Kirsty Coventry is one of the Athlete Representatives on the Coordination Committee. She knows better than most and possible all at the table what it means to do a set of 20x200m swims at as close-to-race-pace as possible in waters of 29C, never mind race a 10km at top speed in waters that test or exceed the astonishing FINA upper limit of 31C for open water swimming.

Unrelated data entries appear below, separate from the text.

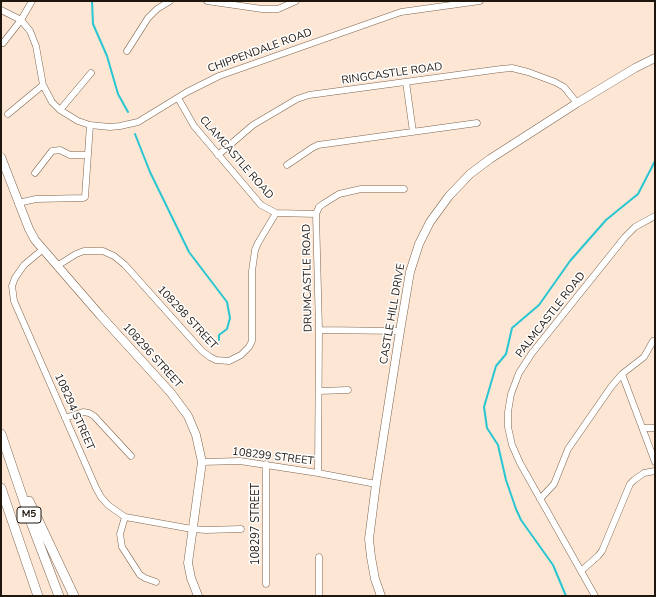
<!DOCTYPE html>
<style>
body{margin:0}
#map{position:relative;width:656px;height:597px;overflow:hidden;background:#fde7d4;font-family:"Nunito Sans",sans-serif}
canvas{display:block}
.frame{position:absolute;inset:0;border:2px solid #1f160e;pointer-events:none}
</style>
<div id="map">
<canvas width="656" height="597"></canvas>
<div class="frame"></div>
</div>
<script>
const c = document.querySelector('canvas').getContext('2d');
c.lineJoin = 'round';
const toPath = rows => new Path2D(rows.map(r => 'M' + r).join(''));
function trace(path, color, width, dash) { c.strokeStyle = color; c.lineWidth = width; c.lineCap = dash ? 'butt' : 'round'; c.setLineDash(dash || []); c.stroke(path); }
function label(font, color, halo, rows, align = 'center') {
  c.font = font + ' "Nunito Sans",sans-serif'; c.lineWidth = 3; c.setLineDash([]); c.textBaseline = 'middle'; c.strokeStyle = halo; c.fillStyle = color; for (const [text, x, y, turn = 0] of rows) {
    c.save(); c.translate(x, y); c.rotate((+turn || 0) * Math.PI / 180); c.textAlign = isNaN(turn) ? turn : align; if (halo) c.strokeText(text, 0, 0); c.fillText(text, 0, 0); c.restore();
  }
}
trace(toPath([
 [92,1,93,24,107,56,118,94,128,112],
 [135,134,150,172,189,252,227,302,230,318,227,329,219,335,219,340],
 [566,596,553,565,521,520,516,509,506,480,498,445,487,428,484,407,496,366,506,354,512,328,539,305,570,261,606,220,638,194,655,161]
]), '#29c6d1', 2);
const street = toPath([
 [207,1,262,9,278,9,296,1],
 [1,10,21,20,30,31,36,46,43,85,52,102,60,110,78,121,90,125,110,127,120,126,138,122,187,92,219,76,401,12,480,1],
 [3,43,21,20,32,1],
 [127,51,148,18,157,9,170,1],
 [406,82,413,132],
 [178,98,194,126,261,205,276,213,316,214],
 [60,110,91,73],
 [8,114,43,85],
 [218,155,253,125,297,99,309,95,501,69,512,68,528,72,555,82,564,87,577,103],
 [287,165,312,148,318,145,477,123],
 [35,173,52,151,60,150,70,155,88,155],
 [18,203,36,199,83,198,85,197,90,125],
 [42,250,24,265,15,278,12,286,14,301,96,488,101,497,108,505,125,517,131,518,192,529,206,530,241,529],
 [57,266,76,254,84,251,103,251,114,256,125,265,202,351,210,357,216,360,229,361,241,355,249,347,252,341,252,271,255,250,258,243,276,213],
 [319,330,400,331],
 [622,374,655,462],
 [319,391,348,390],
 [65,418,83,412,89,413,94,416,131,456],
 [643,428,655,428],
 [202,462,240,461,318,473,376,484],
 [318,473,319,330,316,214,319,207,323,204,339,194,361,189,404,189],
 [540,499,554,484,568,449,611,387,622,374,644,357,653,341],
 [125,517,120,534,122,547,140,575,145,578,156,582],
 [319,557,319,596],
 [581,571,598,556,602,551,630,484,634,480,644,473,655,471],
 [266,584,266,464],
 [595,596,520,463,512,445,508,427,508,412,511,394,519,373,532,353,625,237,635,227,655,216]
]);
const secondary = toPath([
 [1,157,29,229,35,240,100,315,171,393,188,416,196,435,202,462,188,563,191,578,198,596],
 [381,596,375,579,371,557,369,539,376,484,400,331,410,272,419,244,430,222,449,196,470,174,490,159,577,103,635,68,655,58]
]);
const primary = toPath([
 [1,434,32,525,59,596],
 [1,488,38,596],
 [29,501,74,596]
]);
trace(street, '#7c644f', 7);
trace(secondary, '#7c644f', 9);
trace(primary, '#7c644f', 10);
trace(street, '#fff', 6);
trace(secondary, '#fff', 8);
trace(primary, '#fff', 9);
for (const [x, y, w] of [
 [29,515,24]
]) { const box = new Path2D(); box.roundRect(x - w / 2, y - 8, w, 16, 3); c.fillStyle = '#fff'; c.fill(box); trace(box, '#1f160e', 1); }
label('bold 10px', '#1f160e', null, [
 ["M5",29,515]
]);
label('11px', '#1f160e', '#fff', [
 ["CHIPPENDALE ROAD",260,51,-20],
 ["RINGCASTLE ROAD",392,74,-8],
 ["CLAMCASTLE ROAD",236,158,49],
 ["DRUMCASTLE ROAD",308,278,-91],
 ["CASTLE HILL DRIVE",393,314,-80],
 ["PALMCASTLE ROAD",551,315,-52],
 ["108298 STREET",187,318,47],
 ["108296 STREET",152,356,48],
 ["108294 STREET",74,412,66],
 ["108299 STREET",273,457,7],
 ["108297 STREET",256,524,-90]
]);
</script>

Kirsty Coventry‘s upper limit when she twice raced to Olympic gold over 200m backstroke (just four laps of an Olympic pool) was 28C. We need to hear her voice. We need authorities to understand that the Kirsty Coventrys of the world are only valuable as athlete representatives if they are allowed to perform that task in the no-compromise way they approached their athletic careers that made them household names; and they need to do that knowing that their position is ring-fenced and not subject to political whim and dependency on staying on message and observing Olympic omertà.

Athletes deserve safety and they deserve certainty well out from Tokyo 2020. No swimmer should be doing what Cunha says they are: chasing hot water. Madness – and it need not be. Coates and the rest of the IOC should put a stop to it now.

And FINA leadership: you know better than any that you have an eternal duty to Fran Crippen, his family and the memory of what was, what should not have been and what could have been avoided and should be avoided forever more. Go north: win-win.